[Stored dataset items]
☆ ☆ ☆ ☆

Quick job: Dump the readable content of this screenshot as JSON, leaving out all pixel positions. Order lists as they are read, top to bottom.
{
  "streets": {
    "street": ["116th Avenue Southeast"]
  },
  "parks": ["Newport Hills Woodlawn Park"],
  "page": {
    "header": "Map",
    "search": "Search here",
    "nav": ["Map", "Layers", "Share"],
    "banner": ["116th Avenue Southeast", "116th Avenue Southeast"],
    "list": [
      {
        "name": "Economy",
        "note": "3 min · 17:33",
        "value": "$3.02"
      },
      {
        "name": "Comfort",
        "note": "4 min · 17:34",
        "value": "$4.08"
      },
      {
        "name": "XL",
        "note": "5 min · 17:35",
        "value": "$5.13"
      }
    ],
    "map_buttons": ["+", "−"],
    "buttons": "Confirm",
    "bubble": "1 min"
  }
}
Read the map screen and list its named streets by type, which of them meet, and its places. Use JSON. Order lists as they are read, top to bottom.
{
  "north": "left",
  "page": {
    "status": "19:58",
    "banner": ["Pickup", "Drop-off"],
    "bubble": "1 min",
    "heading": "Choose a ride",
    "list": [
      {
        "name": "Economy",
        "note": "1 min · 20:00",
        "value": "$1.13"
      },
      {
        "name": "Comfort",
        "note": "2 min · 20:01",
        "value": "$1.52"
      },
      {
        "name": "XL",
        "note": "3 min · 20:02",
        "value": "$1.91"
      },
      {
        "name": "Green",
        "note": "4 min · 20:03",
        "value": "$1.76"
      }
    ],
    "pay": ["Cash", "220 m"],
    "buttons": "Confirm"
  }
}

☆ ☆ ☆ ☆

■ **Task prompt**:
Exactly as shown, give every record again.

■ **Task solution**:
Quick job: Dump the readable content of this screenshot as JSON, leaving out all pixel positions. Order lists as they are read, top to bottom.
{
  "streets": {
    "street": ["116th Avenue Southeast"]
  },
  "parks": ["Newport Hills Woodlawn Park"],
  "page": {
    "header": "Map",
    "search": "Search here",
    "nav": ["Map", "Layers", "Share"],
    "banner": ["116th Avenue Southeast", "116th Avenue Southeast"],
    "list": [
      {
        "name": "Economy",
        "note": "3 min · 17:33",
        "value": "$3.02"
      },
      {
        "name": "Comfort",
        "note": "4 min · 17:34",
        "value": "$4.08"
      },
      {
        "name": "XL",
        "note": "5 min · 17:35",
        "value": "$5.13"
      }
    ],
    "map_buttons": ["+", "−"],
    "buttons": "Confirm",
    "bubble": "1 min"
  }
}
Read the map screen and list its named streets by type, which of them meet, and its places. Use JSON. Order lists as they are read, top to bottom.
{
  "north": "left",
  "page": {
    "status": "19:58",
    "banner": ["Pickup", "Drop-off"],
    "bubble": "1 min",
    "heading": "Choose a ride",
    "list": [
      {
        "name": "Economy",
        "note": "1 min · 20:00",
        "value": "$1.13"
      },
      {
        "name": "Comfort",
        "note": "2 min · 20:01",
        "value": "$1.52"
      },
      {
        "name": "XL",
        "note": "3 min · 20:02",
        "value": "$1.91"
      },
      {
        "name": "Green",
        "note": "4 min · 20:03",
        "value": "$1.76"
      }
    ],
    "pay": ["Cash", "220 m"],
    "buttons": "Confirm"
  }
}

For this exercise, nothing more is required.